La bozza delle mozione rivela infatti l’intento originario di minare sempre di più la stessa legge 194 che Marrone e i suoi colleghi di partito nelle premesse difendono, una legge che in Piemonte così come nel resto d’Italia vive una situazione di congestione di specifici poli ospedalieri che hanno un numero assai ristretto di medici obiettori. La mossa di Marrone, che esula dalle sue competenze di giunta e tira in mezzo all’avvocatura istituzionale appare quindi una forzatura istituzionale senza precedenti: l’assessore competente Genesio Icardi della Lega si è visto scavalcare su una materia così complessa in poche mosse, segno del potere di azione sempre più pervasivo di cui l’esponente di Fratelli d’Italia dispone dopo il suo ingresso in giunta.

Un provvedimento che inoltre vede non solo la netta contrarietà delle associazioni pro-choice, ma anche tantissimi operatori della sanità già gravati da una gestione regionale poco oculata dell’emergenza Covid e in prospettiva a rischio congestione dei reparti in prossimità della temuta seconda onda invernale del virus.

In molti nei corridoi della Regione Piemonte in queste ore si chiedono se questa partita giocata in autonomia da Marrone non sia anche la premessa per un rimpasto di giunta dopo le elezioni regionali dove le deleghe dell’uomo di Giorgia Meloni, che come abbiamo visto appaiono fumose, vaghe e senza portafogli di spesa importanti, possano portare a casa alcuni asset strategici che permettano di mettere a frutto le tante “sinergie” internazionali con la Russia.

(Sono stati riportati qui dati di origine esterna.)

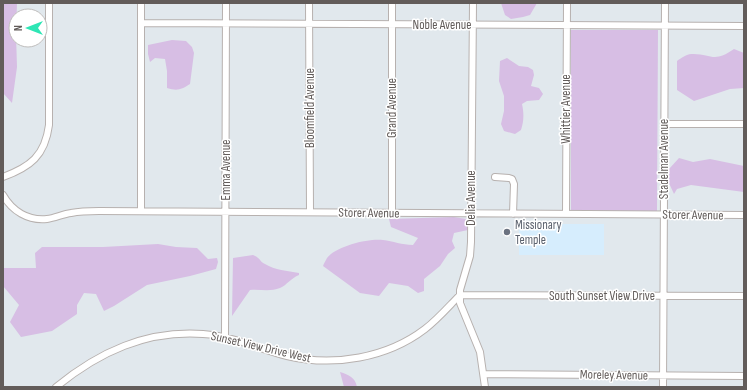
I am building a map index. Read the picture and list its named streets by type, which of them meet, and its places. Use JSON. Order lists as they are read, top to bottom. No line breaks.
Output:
{"streets":{"street":["Noble Avenue","Bloomfield Avenue","Grand Avenue","Whittier Avenue","Stadelman Avenue","Emma Avenue","Delia Avenue","Storer Avenue","South Sunset View Drive","Sunset View Drive West","Moreley Avenue"]},"crossings":[["Noble Avenue","Bloomfield Avenue"],["Noble Avenue","Grand Avenue"],["Noble Avenue","Whittier Avenue"],["Noble Avenue","Stadelman Avenue"],["Noble Avenue","Emma Avenue"],["Noble Avenue","Delia Avenue"],["Bloomfield Avenue","Storer Avenue"],["Grand Avenue","Storer Avenue"],["Whittier Avenue","Storer Avenue"],["Stadelman Avenue","Storer Avenue"],["Stadelman Avenue","South Sunset View Drive"],["Stadelman Avenue","Moreley Avenue"],["Emma Avenue","Storer Avenue"],["Emma Avenue","Sunset View Drive West"],["Delia Avenue","Storer Avenue"],["Delia Avenue","South Sunset View Drive"],["Delia Avenue","Sunset View Drive West"],["Delia Avenue","Moreley Avenue"],["South Sunset View Drive","Sunset View Drive West"]],"places":["Missionary Temple"],"north":"left"}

Una ricerca di visibilità da parte dell’ultra destra che il consigliere regionale di Leu Marco Grimaldi definisce «patologica»: «Questo atto, come tutta la loro battaglia contro la Ru486, è oscurantista e antiscientifico: con una mano finanzia associazioni pro-vita, e con l'altra impedisce l'esercizio di un diritto alle donne della nostra regione, togliendo loro la possibilità di affidarsi a una rete capillare di consultori in cui il metodo farmacologico è trattato con il massimo della professionalità».

Chissà se dopo aver interpretato il ruolo di sentinella in piedi, di guerrigliero del Donbass, di ambasciatore fake, di severo militante e consigliere nazionalista, di assessore alla Sanità in questa occasione, ritroveremo nei prossimi mesi Maurizio Marrone nei panni del "Professor Guido Tersilli, primario della clinica Villa Celeste convenzionata con le mutue”, in una narrazione che lo avvicina più a Matteo Salvini che a Giorgia Meloni: lei, infatti, memore della tradizione almirantiana, ha solo una parte mai recitata in commedia.